The BAP affirmed. “The constitutional ripeness of a declaratory judgment action depends upon ‘whether the facts alleged, under all the circumstances, show that there is a substantial controversy, between parties having adverse legal interests, of sufficient immediacy and reality to warrant the issuance of a declaratory judgment.’” “Delay of the dischargeability determination would deprive Cassim of the opportunity to pay any non-dischargeable student loan debt and attorneys fees related to the adversary proceeding through the chapter 13 plan as well as potential loss of the automatic stay. The Bankruptcy Code’s purpose is to provide a debtor with a fresh start. Requiring a debtor to wait until after completion of the plan and entry of the general discharge may well unnecessarily prolong that fresh start.” “We reject the notion raised by ECMC that because there is a chance that Cassim will not complete her plan and qualify for a general discharge, any determination of dischargeability is too speculative to warrant the issuance of a declaratory judgment. Confirmation of Cassim's plan was premised on a finding that ‘the debtor will be able to make all payments under the plan[.]’ Indeed, ECMC has never asserted any facts suggesting that Cassim will not be able to complete her plan; its concern is strictly hypothetical.” “Moreover, it is noteworthy in the present case that there is no suggestion that Cassim's completion of her plan will ‘significantly advance our ability to deal with the legal issues presented[.]’”

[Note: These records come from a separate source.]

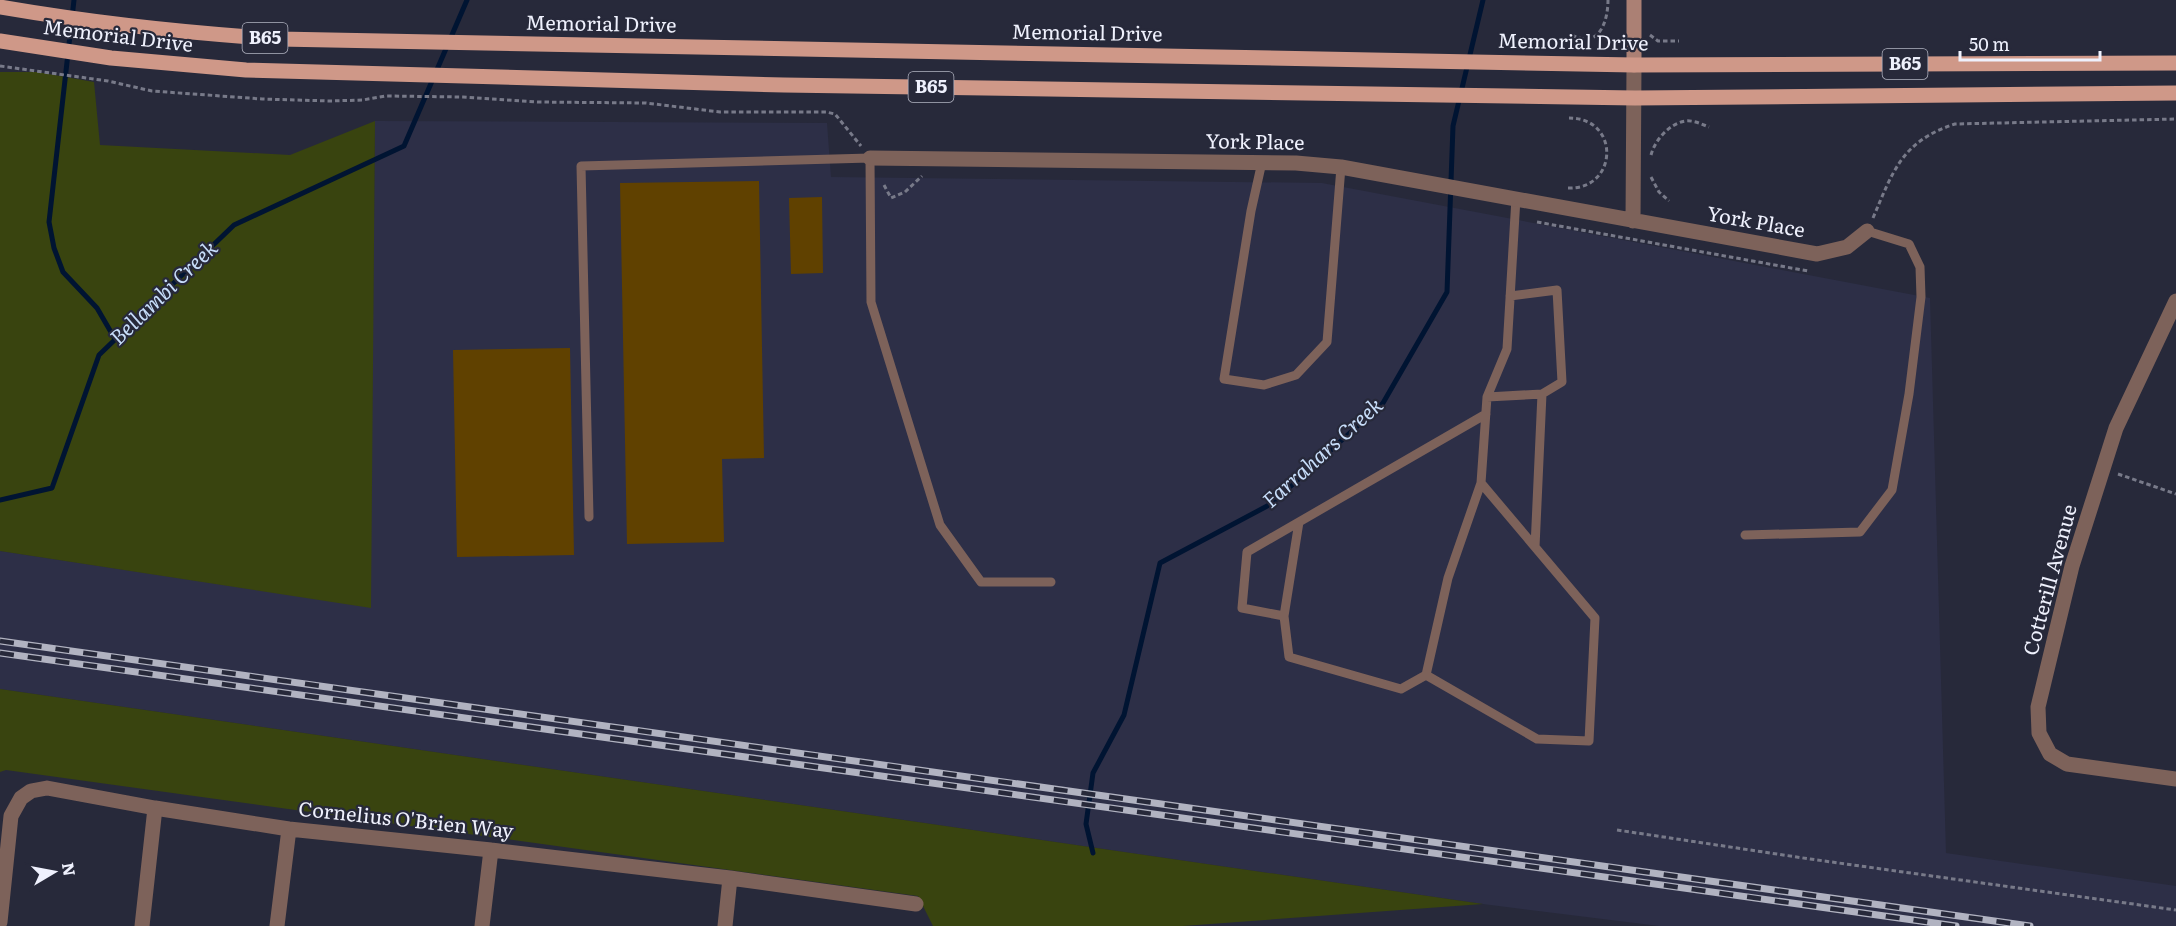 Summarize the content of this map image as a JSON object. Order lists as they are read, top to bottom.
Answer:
{
  "streets": {
    "main road": ["Memorial Drive", "B65"],
    "street": ["York Place", "Cotterill Avenue", "Cornelius O'Brien Way"]
  },
  "water": ["Bellambi Creek", "Farrahars Creek"],
  "scale_bar": "50 m",
  "north": "right"
} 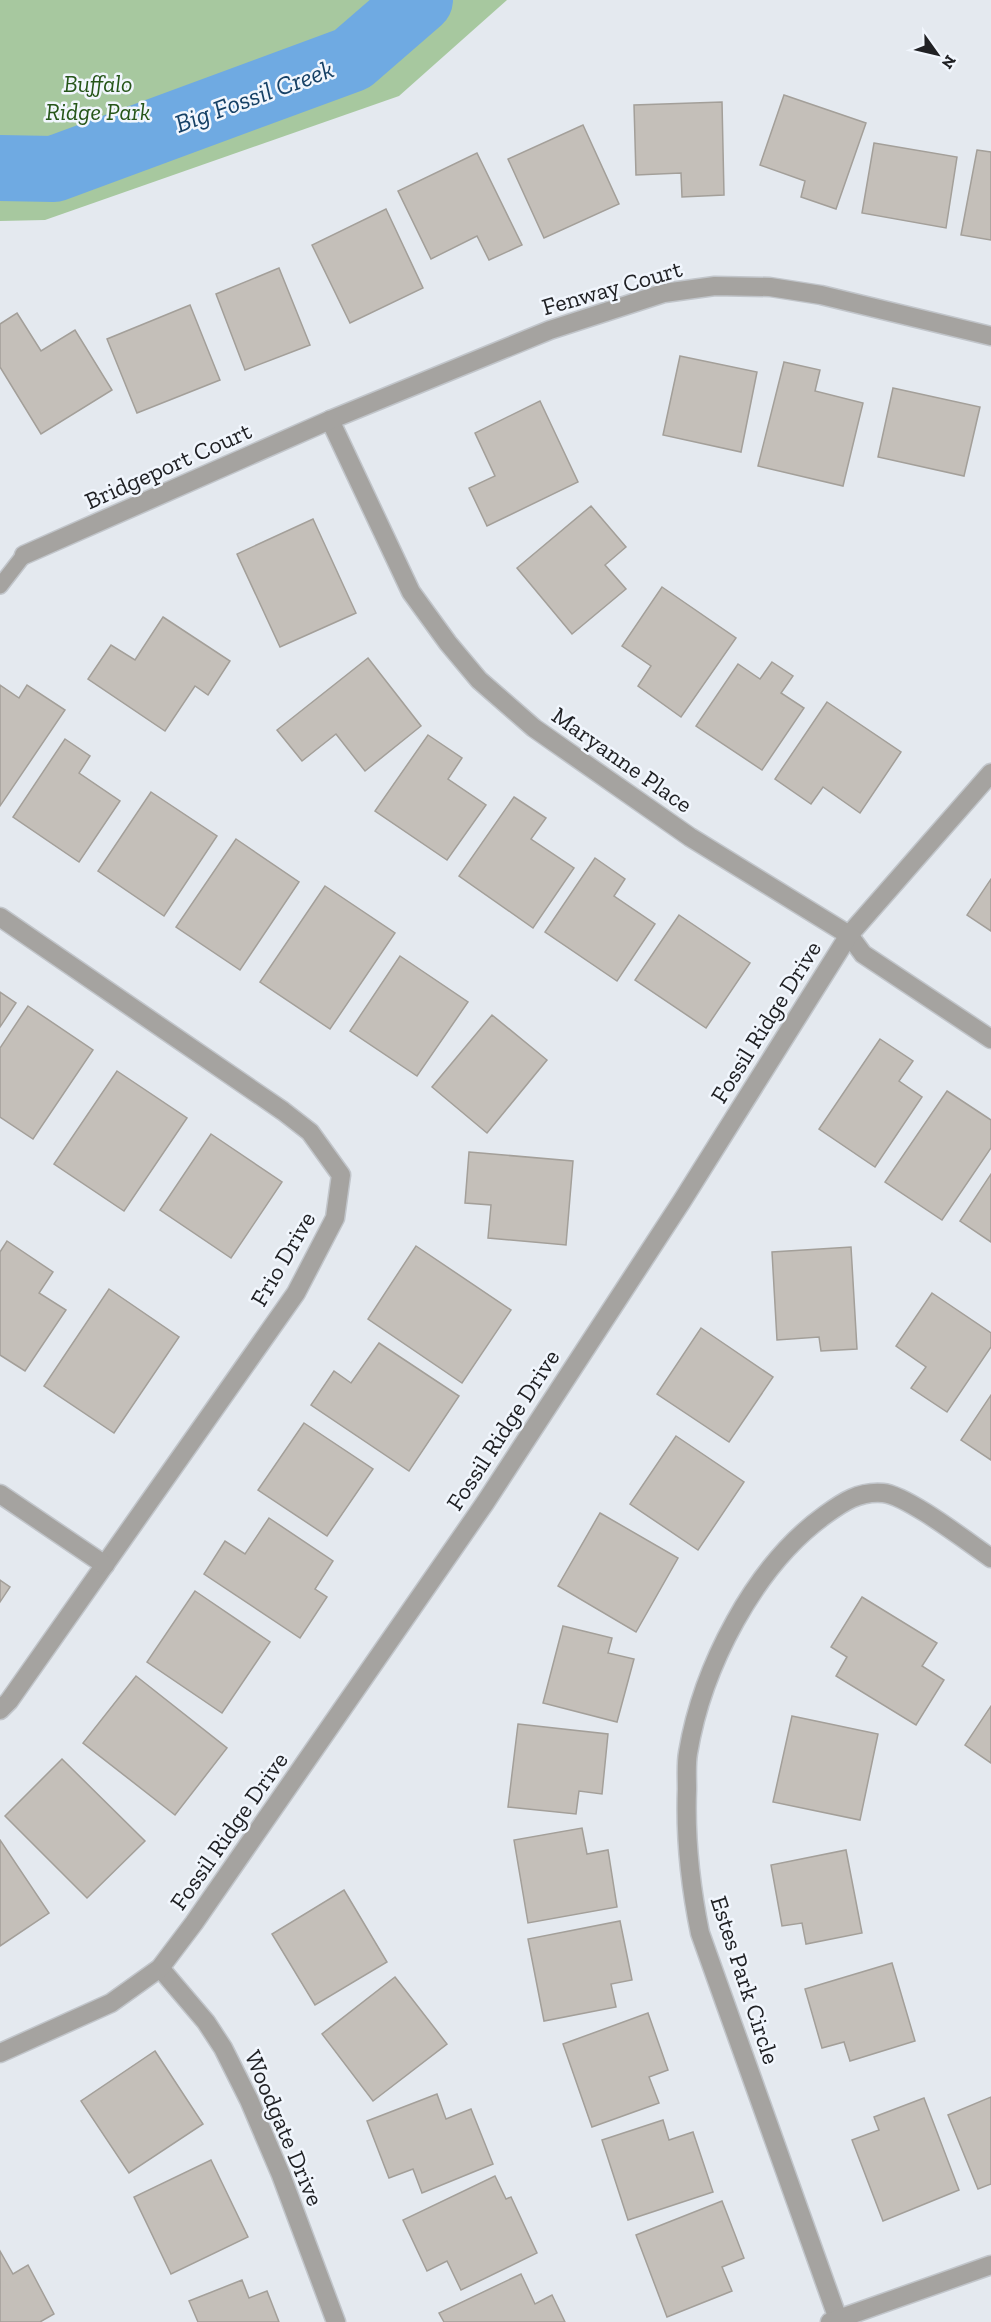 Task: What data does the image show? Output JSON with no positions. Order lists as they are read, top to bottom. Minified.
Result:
{"streets":{"street":["Fenway Court","Bridgeport Court","Maryanne Place","Fossil Ridge Drive","Frio Drive","Estes Park Circle","Woodgate Drive"]},"crossings":[["Fenway Court","Bridgeport Court"],["Fenway Court","Maryanne Place"],["Bridgeport Court","Maryanne Place"],["Maryanne Place","Fossil Ridge Drive"],["Fossil Ridge Drive","Woodgate Drive"]],"water":["Big Fossil Creek"],"parks":["Buffalo Ridge Park"],"north":"bottom right"} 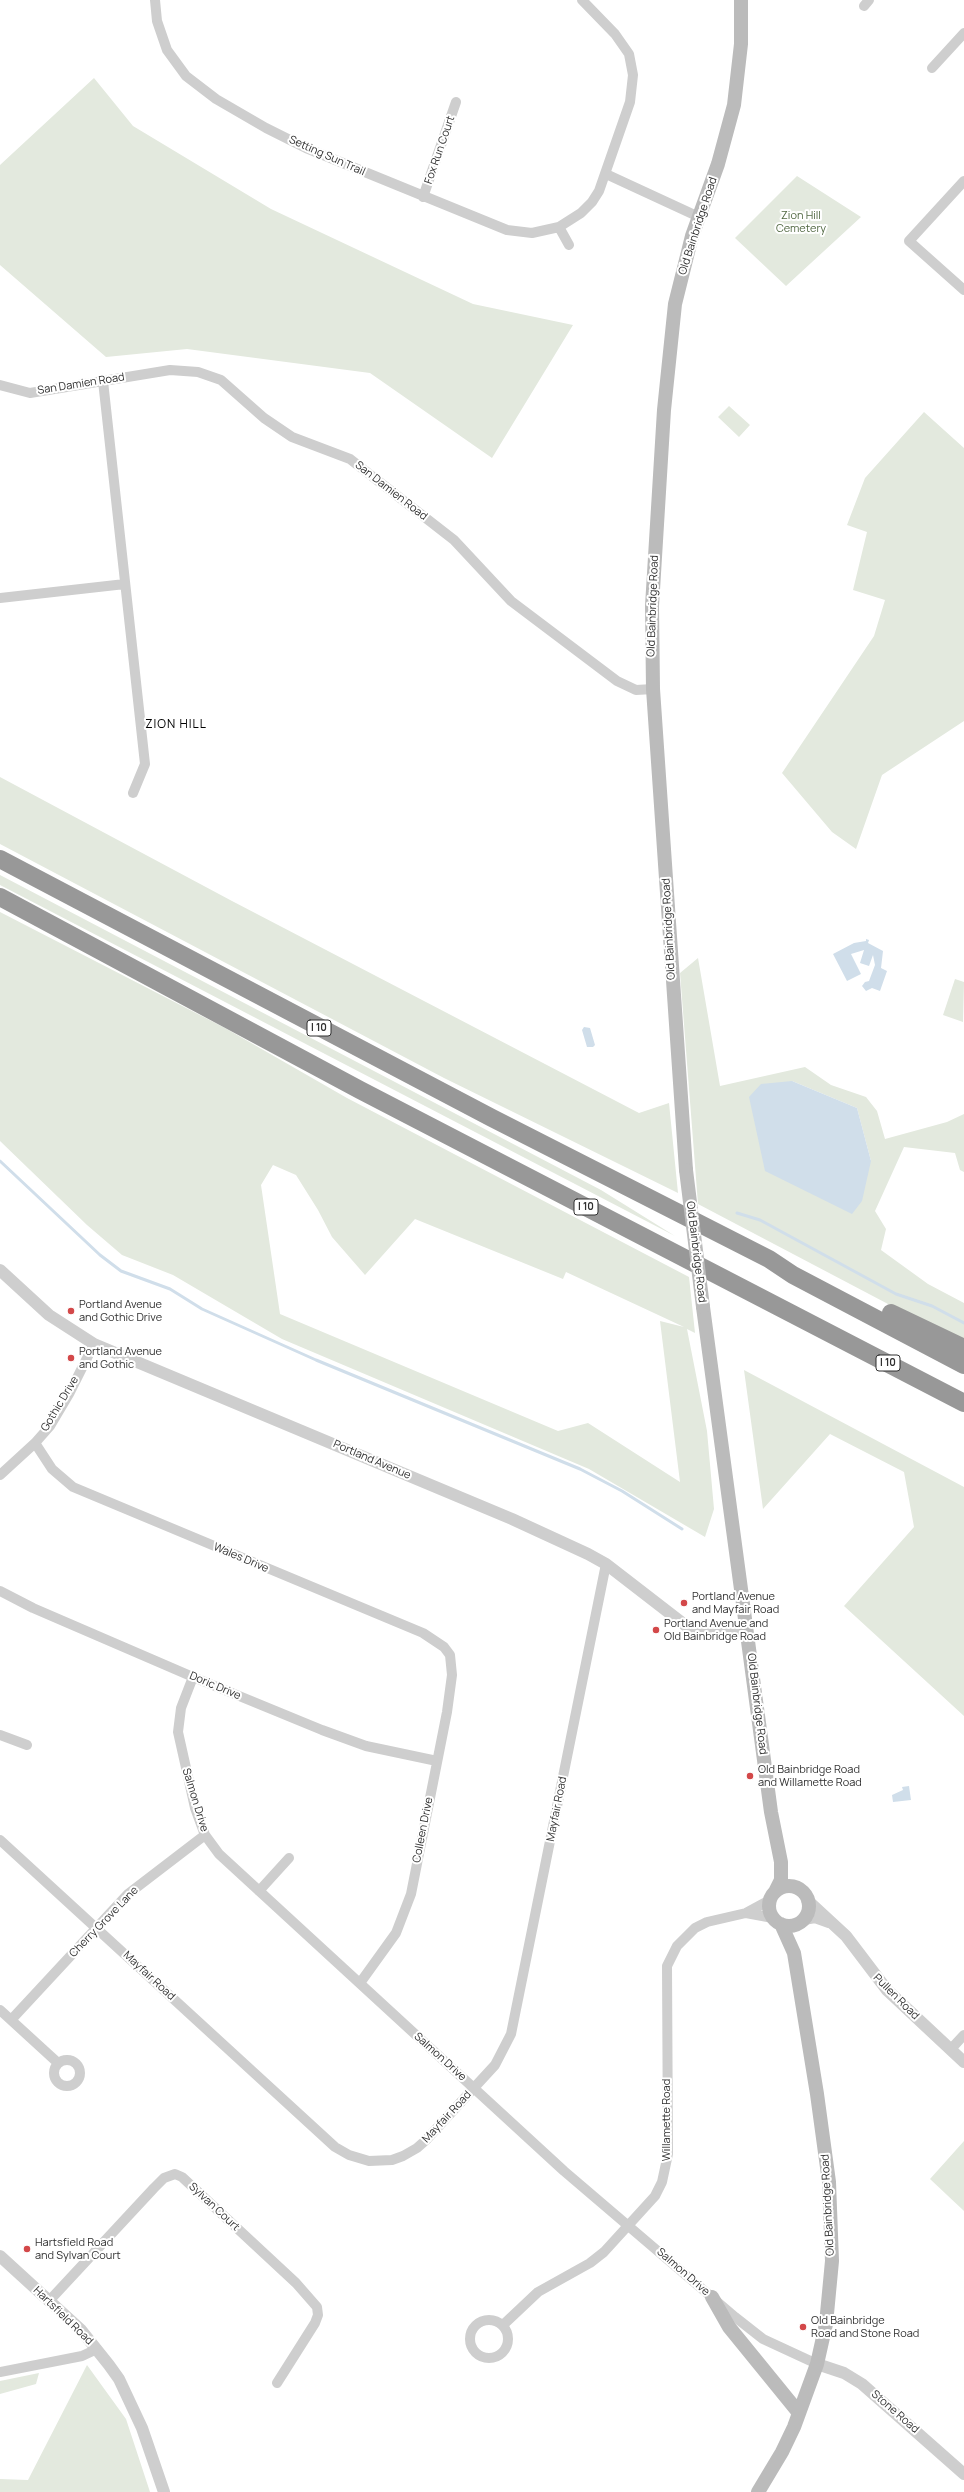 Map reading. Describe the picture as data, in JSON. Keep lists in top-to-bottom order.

The BAP cited an 8th Circuit case, Bender v. Educ. Credit Mgmt. Corp. (In re Bender), 368 F.3d 846 (8th Cir.2004). “In that case, the Eighth Circuit held that the student loan dischargeability claim was not ripe three and a half years before the general discharge would occur. The court noted that the exception for a hardship discharge must be measured considering the facts at the time of discharge and rejected the debtor's argument that her situation was ‘so dire, and the possibility of improvement so remote, that a court could determine whether repayment of her student loans three and a half years down the road would constitute undue hardship.’ Id. at 848. The court held that ‘[d]eferring a decision until the case is ripe will allow a court to make its undue hardship determination on the basis of real rather than speculative circumstances.’” The 8th Circuit commented that “such proceedings should take place relatively close to that date so that the court can make its determination in light of the debtor's actual circumstances at the relevant time.” The BAP distinguished the facts of Bender saying that this debtor’s situation will not change during the plan period and therefore the case is different.
The BAP commented in a footnote, “Because the Appellant did not raise the issue on appeal, the Panel will not address whether a 0% plan, which pays only a debtor's attorney fees for filing the bankruptcy case, meets the good faith requirement for plan confirmation under 11 U.S.C. § 1325(a)(3).”